SOURCE DATA ::

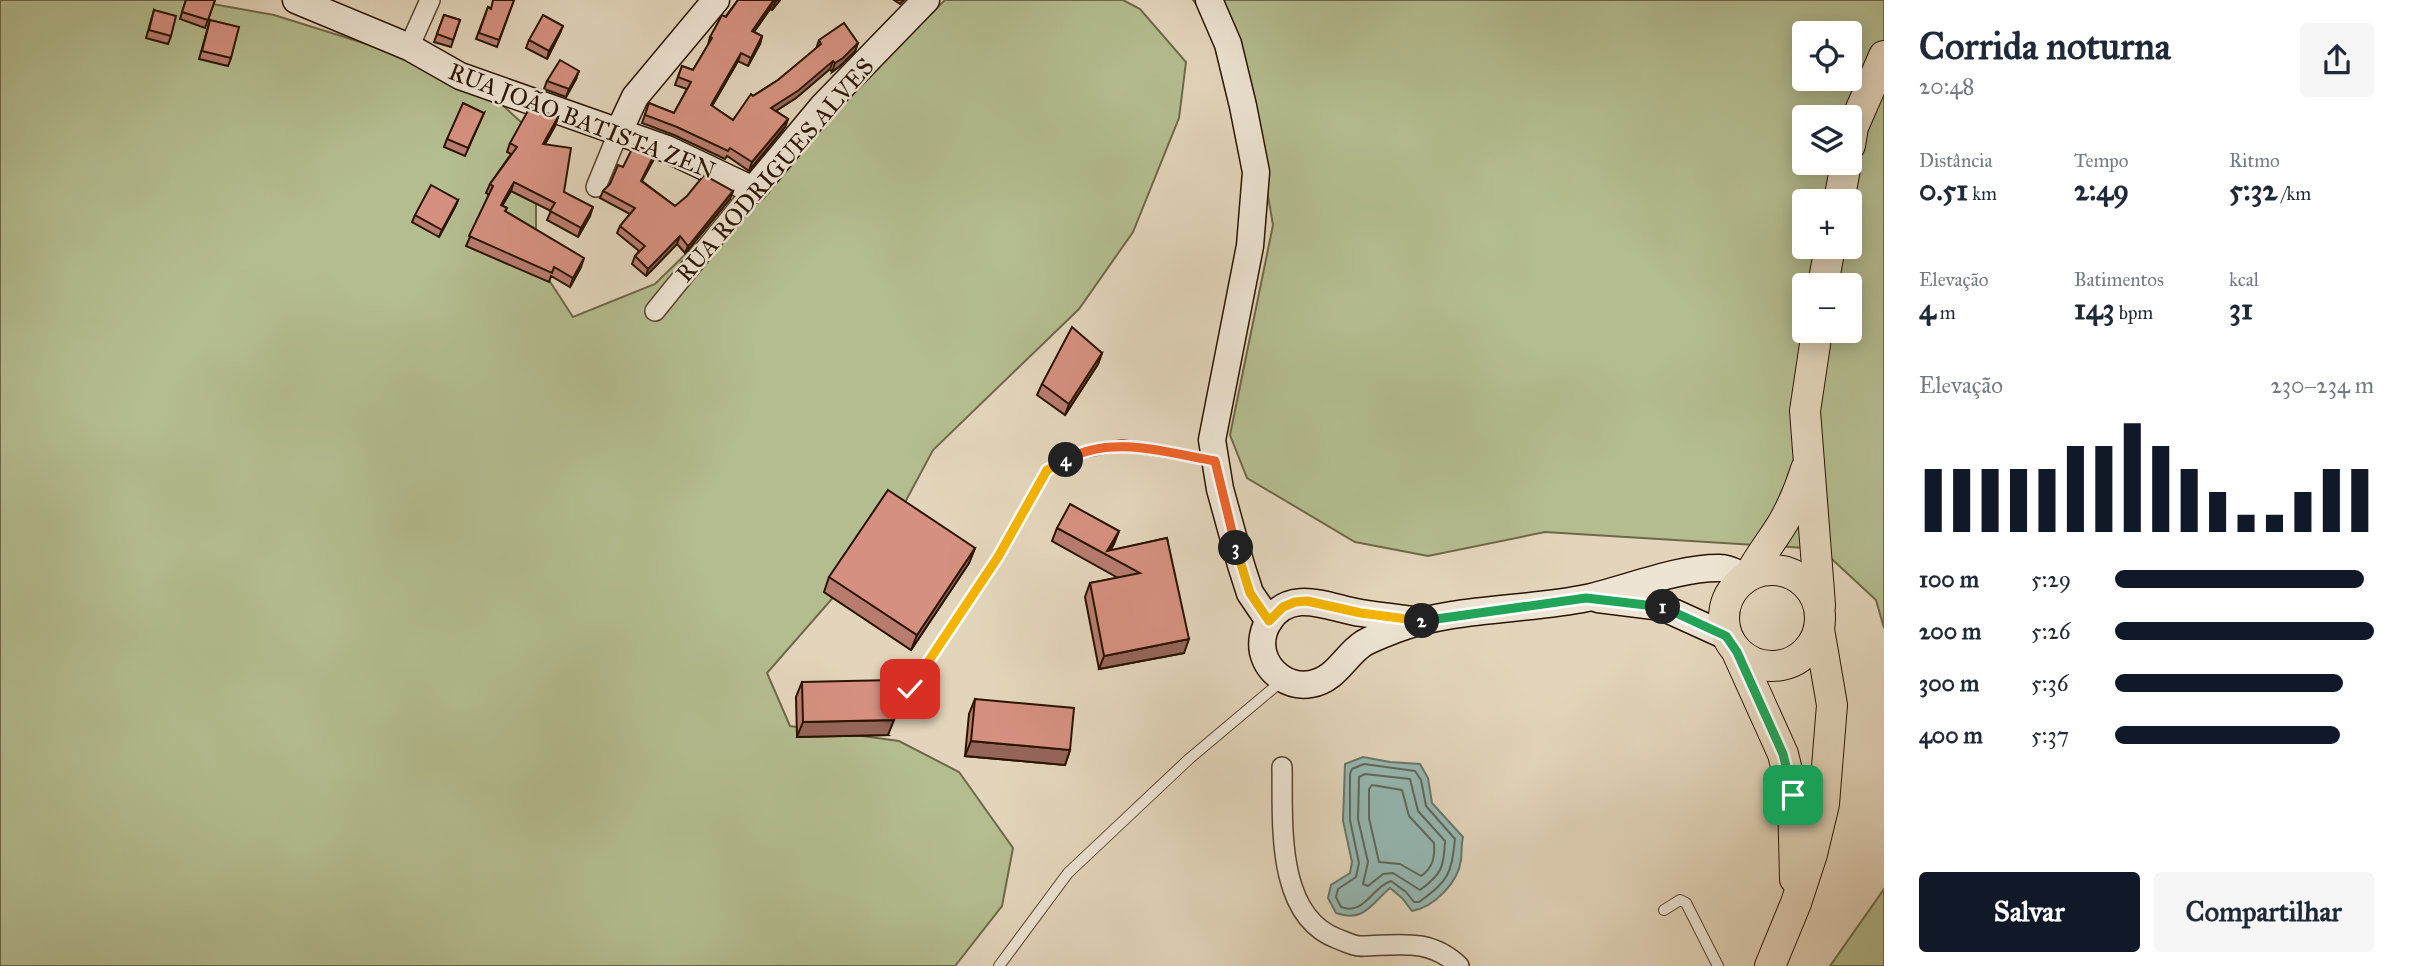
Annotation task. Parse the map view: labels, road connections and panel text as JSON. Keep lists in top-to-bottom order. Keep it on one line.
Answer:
{"streets":{"street":["RUA JOÃO BATISTA ZEN","RUA RODRIGUES ALVES"]},"crossings":[["RUA JOÃO BATISTA ZEN","RUA RODRIGUES ALVES"]],"page":{"heading":["Corrida noturna","20:48"],"map_buttons":["+","−"],"stats":[["Distância","0.51 km"],["Tempo","2:49"],["Ritmo","5:32 /km"],["Elevação","4 m"],["Batimentos","143 bpm"],["kcal","31"]],"chart":["Elevação","230–234 m"],"pins":["4","3","1","2"],"list":[{"name":"100 m","note":"5:29"},{"name":"200 m","note":"5:26"},{"name":"300 m","note":"5:36"},{"name":"400 m","note":"5:37"}],"buttons":["Salvar","Compartilhar"]}}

TASK DIRECTIONS ::
Reproduce the data above in full, exactly, with the images removed.

ANSWER BELOW ::
Annotation task. Parse the map view: labels, road connections and panel text as JSON. Keep lists in top-to-bottom order. Keep it on one line.
Answer:
{"streets":{"street":["RUA JOÃO BATISTA ZEN","RUA RODRIGUES ALVES"]},"crossings":[["RUA JOÃO BATISTA ZEN","RUA RODRIGUES ALVES"]],"page":{"heading":["Corrida noturna","20:48"],"map_buttons":["+","−"],"stats":[["Distância","0.51 km"],["Tempo","2:49"],["Ritmo","5:32 /km"],["Elevação","4 m"],["Batimentos","143 bpm"],["kcal","31"]],"chart":["Elevação","230–234 m"],"pins":["4","3","1","2"],"list":[{"name":"100 m","note":"5:29"},{"name":"200 m","note":"5:26"},{"name":"300 m","note":"5:36"},{"name":"400 m","note":"5:37"}],"buttons":["Salvar","Compartilhar"]}}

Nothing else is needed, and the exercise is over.